Debbie Downer, with Cutthroat Condos in Nevada, says the market is headed for a double dip. She says if you made it through 2010, you will absolutely totally fail in 2011. She says the banks will foreclose on everything that’s even a month behind on payment and then sell the properties even further below market value, swirling prices down the toilet. Sure, there will be lots of bank listings, but you’re not an REO agent. And yes, some investors will buy properties, but you don’t have any investor clients. She predicts you’ll go totally bankrupt in 2011. She’s hoping to scare all of the other agents out of the market so that she can scoop up their business in 2011. Debbie’s a ‘Mean Girl.’

John Smith, an Everyman Properties agent from Michigan, is too busy rocking and weeping in the corner to respond to the survey. He lost his own home to foreclosure this year. He didn’t close a single deal from March through September. He has PTSD from hearing hard-luck stories from clients who can’t pay their mortgages. He is deaf in one ear from beating his own phone against his head after a particularly frustrating call with a short sale negotiator from Bank of America. He doesn’t know what’s going to happen in the next year, but he does know that he can’t get a job doing anything else. He’s been in real estate for 15 years and has no other marketable skills. And even if he did, there aren’t any jobs out there anyway.
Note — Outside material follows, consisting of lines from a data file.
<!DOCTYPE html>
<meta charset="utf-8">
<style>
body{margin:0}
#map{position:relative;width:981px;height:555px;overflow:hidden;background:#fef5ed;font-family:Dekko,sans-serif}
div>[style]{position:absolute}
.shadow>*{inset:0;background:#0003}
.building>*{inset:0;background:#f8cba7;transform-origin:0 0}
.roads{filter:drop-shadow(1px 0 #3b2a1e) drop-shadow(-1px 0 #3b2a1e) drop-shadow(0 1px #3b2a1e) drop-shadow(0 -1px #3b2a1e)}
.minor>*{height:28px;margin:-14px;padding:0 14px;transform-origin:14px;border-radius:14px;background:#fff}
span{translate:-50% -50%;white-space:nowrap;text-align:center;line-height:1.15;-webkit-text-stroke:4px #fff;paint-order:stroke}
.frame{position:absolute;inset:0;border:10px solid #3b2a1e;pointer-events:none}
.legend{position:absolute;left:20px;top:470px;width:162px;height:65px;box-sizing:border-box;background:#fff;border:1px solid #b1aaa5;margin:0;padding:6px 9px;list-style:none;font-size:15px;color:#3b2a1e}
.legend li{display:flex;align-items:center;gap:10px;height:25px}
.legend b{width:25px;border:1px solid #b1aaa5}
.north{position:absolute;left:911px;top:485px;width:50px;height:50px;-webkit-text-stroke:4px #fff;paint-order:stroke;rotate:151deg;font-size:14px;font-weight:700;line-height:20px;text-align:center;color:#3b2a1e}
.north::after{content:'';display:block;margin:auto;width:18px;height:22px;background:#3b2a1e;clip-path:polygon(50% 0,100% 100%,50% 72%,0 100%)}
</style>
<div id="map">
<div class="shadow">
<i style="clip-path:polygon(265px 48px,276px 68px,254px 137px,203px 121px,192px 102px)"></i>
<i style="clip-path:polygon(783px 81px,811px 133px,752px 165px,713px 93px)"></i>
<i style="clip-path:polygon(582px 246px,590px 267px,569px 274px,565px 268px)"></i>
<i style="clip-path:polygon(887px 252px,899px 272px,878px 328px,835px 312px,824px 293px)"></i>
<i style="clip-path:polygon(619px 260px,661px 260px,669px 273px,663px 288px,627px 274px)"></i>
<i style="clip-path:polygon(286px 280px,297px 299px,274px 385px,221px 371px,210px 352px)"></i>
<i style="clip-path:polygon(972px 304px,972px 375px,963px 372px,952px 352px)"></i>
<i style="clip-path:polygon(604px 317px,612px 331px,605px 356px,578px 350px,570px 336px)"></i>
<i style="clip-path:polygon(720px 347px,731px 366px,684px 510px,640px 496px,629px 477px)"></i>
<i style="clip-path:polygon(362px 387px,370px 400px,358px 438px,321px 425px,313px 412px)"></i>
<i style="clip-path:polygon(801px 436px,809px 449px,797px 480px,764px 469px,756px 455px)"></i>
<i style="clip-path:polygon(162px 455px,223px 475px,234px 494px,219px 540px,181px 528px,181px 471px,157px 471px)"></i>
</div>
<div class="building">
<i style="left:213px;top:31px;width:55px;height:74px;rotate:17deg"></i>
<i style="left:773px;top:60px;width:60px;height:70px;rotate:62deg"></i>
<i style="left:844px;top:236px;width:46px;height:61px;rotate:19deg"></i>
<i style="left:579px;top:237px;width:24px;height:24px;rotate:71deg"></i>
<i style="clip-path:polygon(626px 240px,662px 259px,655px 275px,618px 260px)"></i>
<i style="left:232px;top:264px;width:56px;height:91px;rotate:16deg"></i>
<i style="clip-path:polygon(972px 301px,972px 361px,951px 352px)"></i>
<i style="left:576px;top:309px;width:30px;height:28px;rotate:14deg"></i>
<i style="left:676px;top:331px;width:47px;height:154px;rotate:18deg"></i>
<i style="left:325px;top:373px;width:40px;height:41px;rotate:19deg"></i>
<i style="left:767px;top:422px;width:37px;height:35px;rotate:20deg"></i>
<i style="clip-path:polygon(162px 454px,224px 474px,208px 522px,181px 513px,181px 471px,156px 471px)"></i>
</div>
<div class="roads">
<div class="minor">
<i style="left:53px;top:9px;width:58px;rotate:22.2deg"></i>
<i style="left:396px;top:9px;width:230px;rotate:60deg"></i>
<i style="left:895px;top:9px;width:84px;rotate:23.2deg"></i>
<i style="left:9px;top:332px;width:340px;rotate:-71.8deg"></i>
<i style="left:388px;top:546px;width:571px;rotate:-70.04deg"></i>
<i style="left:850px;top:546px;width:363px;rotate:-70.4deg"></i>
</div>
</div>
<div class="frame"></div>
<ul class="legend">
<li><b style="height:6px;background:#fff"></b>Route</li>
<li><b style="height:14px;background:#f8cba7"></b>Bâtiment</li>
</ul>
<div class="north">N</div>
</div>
Please just hand him a beer or five and walk away quietly.

Basically, what I took away from the article (besides the desire to binge drink) was that no one knows anything. 90% of these people will end up being wrong, and the 10% who are anywhere close to right will be so out of luck.
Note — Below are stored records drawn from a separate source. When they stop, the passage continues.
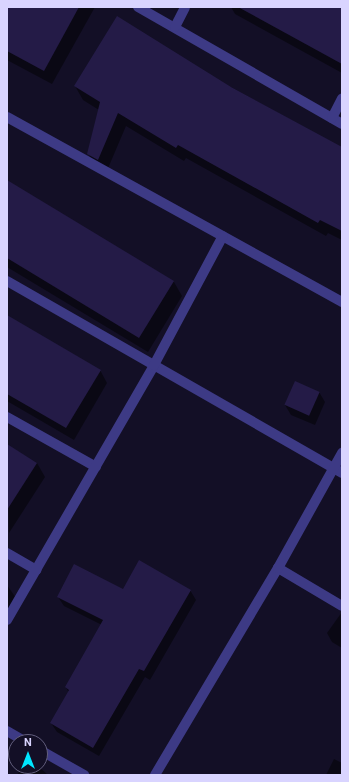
<!DOCTYPE html>
<html>
<head>
<meta charset="utf-8">
<style>
	body { margin:0 }
	#map { position:relative; width:349px; height:782px; overflow:hidden; background:#130f26; font-family:Roboto,sans-serif }
	div>[style] { position:absolute }
	.shadow>* { inset:0; background:#0007 }
	.building>* { inset:0; background:#241b47; transform-origin:0 0 }
	.minor>* { height:10px; margin:-5px; padding:0 5px; transform-origin:5px; border-radius:5px; background:#3d3a85 }
	span { translate:-50% -50%; white-space:nowrap; text-align:center; line-height:1.15; -webkit-text-stroke:3px #130f26; paint-order:stroke }
	.frame { position:absolute; inset:0; border:8px solid #d9d4ff; pointer-events:none }
	.north { position:absolute; left:8px; top:734px; width:40px; height:40px; box-sizing:border-box; background:#130f26; border:1px solid #625e7d; border-radius:50%; rotate:0deg; font-size:11px; font-weight:700; line-height:16px; text-align:center; color:#d9d4ff }
	.north::after { content:''; display:block; margin:auto; width:14px; height:18px; background:#00e5ff; clip-path:polygon(50% 0,100% 100%,50% 72%,0 100%) }
</style>
</head>
<body>
<div id="map">
	<div class="shadow">
		<div style="clip-path:polygon(7px 7px,95px 7px,52px 84px,7px 60px)"></div>
		<div style="clip-path:polygon(231px 7px,342px 7px,342px 73px,235px 14px)"></div>
		<div style="clip-path:polygon(75px 86px,231px 87px,342px 148px,342px 240px,328px 233px,326px 236px,186px 158px,184px 161px,126px 126px,106px 173px,96px 167px,88px 153px,99px 110px,83px 100px)"></div>
		<div style="clip-path:polygon(7px 181px,174px 282px,182px 296px,148px 352px,7px 267px)"></div>
		<div style="clip-path:polygon(7px 316px,100px 370px,107px 383px,74px 440px,7px 401px)"></div>
		<div style="clip-path:polygon(319px 392px,325px 402px,315px 425px,291px 415px,285px 405px)"></div>
		<div style="clip-path:polygon(7px 445px,37px 463px,45px 477px,9px 533px)"></div>
		<div style="clip-path:polygon(7px 585px,18px 601px,7px 622px)"></div>
		<div style="clip-path:polygon(124px 590px,190px 590px,196px 600px,150px 680px,145px 677px,99px 756px,57px 732px,51px 723px,69px 693px,66px 687px,102px 625px,64px 606px,58px 597px)"></div>
		<div style="clip-path:polygon(342px 612px,342px 648px,332px 642px,327px 633px)"></div>
		<div style="clip-path:polygon(334px 759px,342px 763px,342px 775px,326px 775px)"></div>
		<div style="clip-path:polygon(23px 766px,38px 766px,48px 775px,17px 775px)"></div>
	</div>
	<div class="building">
		<div style="clip-path:polygon(7px 7px,79px 7px,44px 71px,7px 51px)"></div>
		<div style="clip-path:polygon(238px 7px,342px 7px,342px 64px)"></div>
		<div style="clip-path:polygon(117px 16px,231px 87px,342px 147px,342px 231px,320px 220px,318px 223px,178px 145px,176px 148px,118px 113px,98px 160px,87px 154px,100px 102px,74px 86px)"></div>
		<div style="clip-path:polygon(7px 180px,174px 281px,139px 338px,7px 258px)"></div>
		<div style="clip-path:polygon(7px 315px,101px 370px,66px 428px,7px 394px)"></div>
		<div style="left:295px;top:381px;width:27px;height:26px;rotate:24deg"></div>
		<div style="clip-path:polygon(7px 444px,37px 463px,7px 510px)"></div>
		<div style="clip-path:polygon(139px 560px,191px 590px,144px 671px,139px 669px,93px 748px,50px 723px,69px 690px,65px 687px,103px 620px,57px 597px,74px 564px,123px 589px)"></div>
	</div>
	<div class="minor">
		<div style="left:138px;top:7px;width:235px;rotate:29.8deg"></div>
		<div style="left:175px;top:27px;width:22px;rotate:-63deg"></div>
		<div style="left:7px;top:117px;width:383px;rotate:28.9deg"></div>
		<div style="left:332px;top:118px;width:22px;rotate:-63deg"></div>
		<div style="left:7px;top:281px;width:386px;rotate:29.8deg"></div>
		<div style="left:7px;top:417px;width:102px;rotate:29.3deg"></div>
		<div style="left:7px;top:553px;width:34px;rotate:30deg"></div>
		<div style="left:278px;top:568px;width:74px;rotate:30.7deg"></div>
		<div style="left:7px;top:620px;width:294px;rotate:-60deg"></div>
		<div style="left:154px;top:365px;width:146px;rotate:-61.9deg"></div>
		<div style="left:7px;top:731px;width:22px;rotate:30deg"></div>
		<div style="left:40px;top:750px;width:51px;rotate:29.6deg"></div>
		<div style="left:155px;top:775px;width:241px;rotate:-59.3deg"></div>
		<div style="left:278px;top:568px;width:132px;rotate:-60.9deg"></div>
	</div>
	<div class="frame"></div>
	<div class="north">N</div>
</div>
</body>
</html>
Thus, I present to you my predictions for 2011:

  • Short sale negotiators will be incompetent dillweeds wearing red tape like a prom dress.
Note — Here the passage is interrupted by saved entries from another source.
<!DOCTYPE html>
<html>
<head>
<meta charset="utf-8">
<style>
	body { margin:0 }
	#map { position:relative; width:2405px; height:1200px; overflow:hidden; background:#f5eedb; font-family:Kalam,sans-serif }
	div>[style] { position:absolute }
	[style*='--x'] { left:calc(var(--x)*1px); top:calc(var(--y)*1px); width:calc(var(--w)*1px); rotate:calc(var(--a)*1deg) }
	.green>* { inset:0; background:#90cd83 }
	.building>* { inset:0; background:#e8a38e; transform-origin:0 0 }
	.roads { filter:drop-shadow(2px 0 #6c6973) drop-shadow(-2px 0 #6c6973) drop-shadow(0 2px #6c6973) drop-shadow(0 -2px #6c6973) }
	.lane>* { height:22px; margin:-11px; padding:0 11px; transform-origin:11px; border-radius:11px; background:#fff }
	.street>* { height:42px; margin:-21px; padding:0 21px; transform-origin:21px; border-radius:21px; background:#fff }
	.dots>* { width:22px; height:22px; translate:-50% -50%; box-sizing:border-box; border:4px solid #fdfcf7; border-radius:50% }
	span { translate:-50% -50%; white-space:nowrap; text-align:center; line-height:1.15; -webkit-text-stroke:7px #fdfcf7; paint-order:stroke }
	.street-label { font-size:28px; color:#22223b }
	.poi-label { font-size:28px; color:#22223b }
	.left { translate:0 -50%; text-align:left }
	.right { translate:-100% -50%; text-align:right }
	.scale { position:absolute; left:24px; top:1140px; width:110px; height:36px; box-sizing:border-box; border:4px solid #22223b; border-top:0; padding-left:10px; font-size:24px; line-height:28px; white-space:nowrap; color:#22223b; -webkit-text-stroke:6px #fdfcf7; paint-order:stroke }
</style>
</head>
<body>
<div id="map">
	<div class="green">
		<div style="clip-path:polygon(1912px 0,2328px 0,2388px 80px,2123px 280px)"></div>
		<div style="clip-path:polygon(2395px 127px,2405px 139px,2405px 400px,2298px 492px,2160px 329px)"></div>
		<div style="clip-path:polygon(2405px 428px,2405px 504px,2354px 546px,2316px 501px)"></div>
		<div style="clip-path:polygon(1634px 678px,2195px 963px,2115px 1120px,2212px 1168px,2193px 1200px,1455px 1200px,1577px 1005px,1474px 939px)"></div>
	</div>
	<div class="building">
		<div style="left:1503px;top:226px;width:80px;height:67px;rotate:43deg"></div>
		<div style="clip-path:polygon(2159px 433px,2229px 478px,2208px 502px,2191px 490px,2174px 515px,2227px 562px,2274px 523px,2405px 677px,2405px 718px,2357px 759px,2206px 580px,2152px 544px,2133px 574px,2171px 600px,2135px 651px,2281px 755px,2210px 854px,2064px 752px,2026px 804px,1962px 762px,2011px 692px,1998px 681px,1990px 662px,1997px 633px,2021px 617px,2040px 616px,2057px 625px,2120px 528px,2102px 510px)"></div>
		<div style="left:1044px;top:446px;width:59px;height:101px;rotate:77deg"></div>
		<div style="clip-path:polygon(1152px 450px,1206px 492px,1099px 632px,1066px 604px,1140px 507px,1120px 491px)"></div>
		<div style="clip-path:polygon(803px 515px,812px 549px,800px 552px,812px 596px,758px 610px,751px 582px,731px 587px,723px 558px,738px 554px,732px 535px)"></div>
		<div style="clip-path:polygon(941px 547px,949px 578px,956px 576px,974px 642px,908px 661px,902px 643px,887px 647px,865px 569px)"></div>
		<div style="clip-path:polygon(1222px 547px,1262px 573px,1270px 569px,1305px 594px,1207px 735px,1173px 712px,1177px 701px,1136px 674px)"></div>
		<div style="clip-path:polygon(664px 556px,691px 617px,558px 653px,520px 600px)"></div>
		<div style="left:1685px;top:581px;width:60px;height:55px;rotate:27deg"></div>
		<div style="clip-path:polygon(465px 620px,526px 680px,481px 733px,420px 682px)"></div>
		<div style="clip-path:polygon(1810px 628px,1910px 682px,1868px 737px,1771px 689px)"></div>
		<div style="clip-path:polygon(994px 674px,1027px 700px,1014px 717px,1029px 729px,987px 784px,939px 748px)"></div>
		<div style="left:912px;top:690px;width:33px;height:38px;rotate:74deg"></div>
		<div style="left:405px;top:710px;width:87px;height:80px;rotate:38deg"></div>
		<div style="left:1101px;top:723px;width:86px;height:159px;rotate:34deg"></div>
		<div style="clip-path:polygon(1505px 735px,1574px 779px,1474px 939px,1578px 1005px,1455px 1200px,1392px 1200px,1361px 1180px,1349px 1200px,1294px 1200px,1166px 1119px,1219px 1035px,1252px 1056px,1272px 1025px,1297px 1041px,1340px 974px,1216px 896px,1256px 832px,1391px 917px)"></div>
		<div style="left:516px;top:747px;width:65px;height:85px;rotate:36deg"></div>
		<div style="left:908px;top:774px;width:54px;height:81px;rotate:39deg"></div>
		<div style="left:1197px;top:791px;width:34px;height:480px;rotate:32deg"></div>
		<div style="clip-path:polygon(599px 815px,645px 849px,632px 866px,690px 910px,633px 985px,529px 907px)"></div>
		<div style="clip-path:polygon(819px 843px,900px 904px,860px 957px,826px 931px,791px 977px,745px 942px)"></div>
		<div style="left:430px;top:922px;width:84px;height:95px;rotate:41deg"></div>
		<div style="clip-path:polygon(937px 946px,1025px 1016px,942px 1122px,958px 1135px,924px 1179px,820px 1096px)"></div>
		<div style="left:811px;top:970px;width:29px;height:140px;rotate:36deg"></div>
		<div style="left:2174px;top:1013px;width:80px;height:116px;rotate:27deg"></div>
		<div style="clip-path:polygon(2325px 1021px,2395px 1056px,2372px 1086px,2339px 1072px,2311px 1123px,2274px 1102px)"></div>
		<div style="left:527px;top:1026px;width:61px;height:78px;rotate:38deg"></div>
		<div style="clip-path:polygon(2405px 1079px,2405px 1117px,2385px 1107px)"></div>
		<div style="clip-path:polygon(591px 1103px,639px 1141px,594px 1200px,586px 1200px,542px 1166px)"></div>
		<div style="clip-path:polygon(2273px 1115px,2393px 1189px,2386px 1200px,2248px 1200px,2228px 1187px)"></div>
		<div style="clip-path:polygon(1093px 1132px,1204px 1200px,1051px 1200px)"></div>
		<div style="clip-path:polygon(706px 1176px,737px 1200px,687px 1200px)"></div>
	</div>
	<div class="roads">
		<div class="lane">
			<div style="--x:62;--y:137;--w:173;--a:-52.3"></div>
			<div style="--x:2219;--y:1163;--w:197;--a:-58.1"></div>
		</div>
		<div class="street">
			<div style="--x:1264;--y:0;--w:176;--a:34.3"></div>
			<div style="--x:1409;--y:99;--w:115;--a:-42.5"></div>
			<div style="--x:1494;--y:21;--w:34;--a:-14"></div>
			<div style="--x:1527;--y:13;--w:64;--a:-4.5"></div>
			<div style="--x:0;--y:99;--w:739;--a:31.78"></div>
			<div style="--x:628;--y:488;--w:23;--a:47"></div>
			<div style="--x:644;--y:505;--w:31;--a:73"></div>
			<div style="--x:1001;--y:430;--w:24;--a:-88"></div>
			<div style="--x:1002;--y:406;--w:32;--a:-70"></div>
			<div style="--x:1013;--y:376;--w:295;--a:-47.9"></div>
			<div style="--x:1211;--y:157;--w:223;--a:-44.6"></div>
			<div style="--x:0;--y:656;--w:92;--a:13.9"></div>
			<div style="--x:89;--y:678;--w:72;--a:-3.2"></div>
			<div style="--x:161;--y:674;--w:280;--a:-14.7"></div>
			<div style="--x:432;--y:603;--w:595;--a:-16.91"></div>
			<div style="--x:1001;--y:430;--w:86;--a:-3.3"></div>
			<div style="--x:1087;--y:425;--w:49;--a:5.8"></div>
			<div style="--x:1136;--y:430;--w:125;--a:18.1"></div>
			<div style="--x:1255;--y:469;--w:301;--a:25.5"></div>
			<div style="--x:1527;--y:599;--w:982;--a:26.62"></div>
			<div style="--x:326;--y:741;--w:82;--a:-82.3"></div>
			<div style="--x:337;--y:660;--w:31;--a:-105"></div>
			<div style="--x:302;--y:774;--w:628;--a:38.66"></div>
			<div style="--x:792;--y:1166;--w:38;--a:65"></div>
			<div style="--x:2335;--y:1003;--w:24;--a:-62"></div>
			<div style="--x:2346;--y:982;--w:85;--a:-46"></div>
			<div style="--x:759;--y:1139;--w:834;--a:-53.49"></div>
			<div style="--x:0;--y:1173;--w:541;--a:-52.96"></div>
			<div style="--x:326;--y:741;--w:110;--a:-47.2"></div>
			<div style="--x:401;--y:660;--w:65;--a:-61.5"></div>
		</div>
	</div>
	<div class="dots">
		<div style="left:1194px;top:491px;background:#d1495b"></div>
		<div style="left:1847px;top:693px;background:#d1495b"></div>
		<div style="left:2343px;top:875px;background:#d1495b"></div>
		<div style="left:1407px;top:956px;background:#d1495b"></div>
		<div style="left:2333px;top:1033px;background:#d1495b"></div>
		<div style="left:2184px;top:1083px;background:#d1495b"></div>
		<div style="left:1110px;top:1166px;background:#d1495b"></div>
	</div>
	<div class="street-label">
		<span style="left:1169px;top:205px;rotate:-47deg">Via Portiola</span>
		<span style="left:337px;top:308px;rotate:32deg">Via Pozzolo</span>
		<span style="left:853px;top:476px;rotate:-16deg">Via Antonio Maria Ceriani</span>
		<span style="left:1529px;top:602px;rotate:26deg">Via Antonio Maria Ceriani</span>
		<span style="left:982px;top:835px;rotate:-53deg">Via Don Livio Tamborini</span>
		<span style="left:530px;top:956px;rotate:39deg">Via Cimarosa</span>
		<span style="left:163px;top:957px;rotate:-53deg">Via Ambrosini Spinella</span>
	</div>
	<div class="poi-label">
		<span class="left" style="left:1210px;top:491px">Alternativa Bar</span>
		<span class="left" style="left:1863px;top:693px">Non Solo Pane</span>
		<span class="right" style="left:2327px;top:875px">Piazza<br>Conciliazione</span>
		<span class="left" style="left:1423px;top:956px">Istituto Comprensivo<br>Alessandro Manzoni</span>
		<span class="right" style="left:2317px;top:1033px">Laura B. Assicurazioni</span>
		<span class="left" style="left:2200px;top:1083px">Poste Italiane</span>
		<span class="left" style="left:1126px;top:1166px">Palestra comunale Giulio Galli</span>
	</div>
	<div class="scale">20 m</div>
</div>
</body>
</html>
  • Buyers will want to purchase properties 20% under list price without questioning how it correlates to market value.
  • Sellers will want $30K more than their neighbor sold his house for a week ago because they have the ‘tasteful granite’ and upgraded to a window seat option in the master when they built the house 30 years ago.
  • Lenders will promise docs have been emailed to title and then 5 minutes later admit the file is still in underwriting.
  • Title people will not set up the signing until they receive the docs even if you beg and bribe them.
  • You will encounter at least one dead creature while showing property.
  • There will be one house you will run out of covering your mouth and nose because you just can’t take the stench any longer.
  • You will show at least one home that makes you wistfully wonder if you could afford to buy it if you just moved some money around and called that one lender who can work miracles.
  • You will help at least one family buy a home you feel like is the very perfect thing for them now. The night after it closes, you will sleep like a baby.
  • You will help at least one seller successfully short sell his house so that he can begin to rebuild his finances and move on to a brighter future.
  • You will never, NEVER, be bored.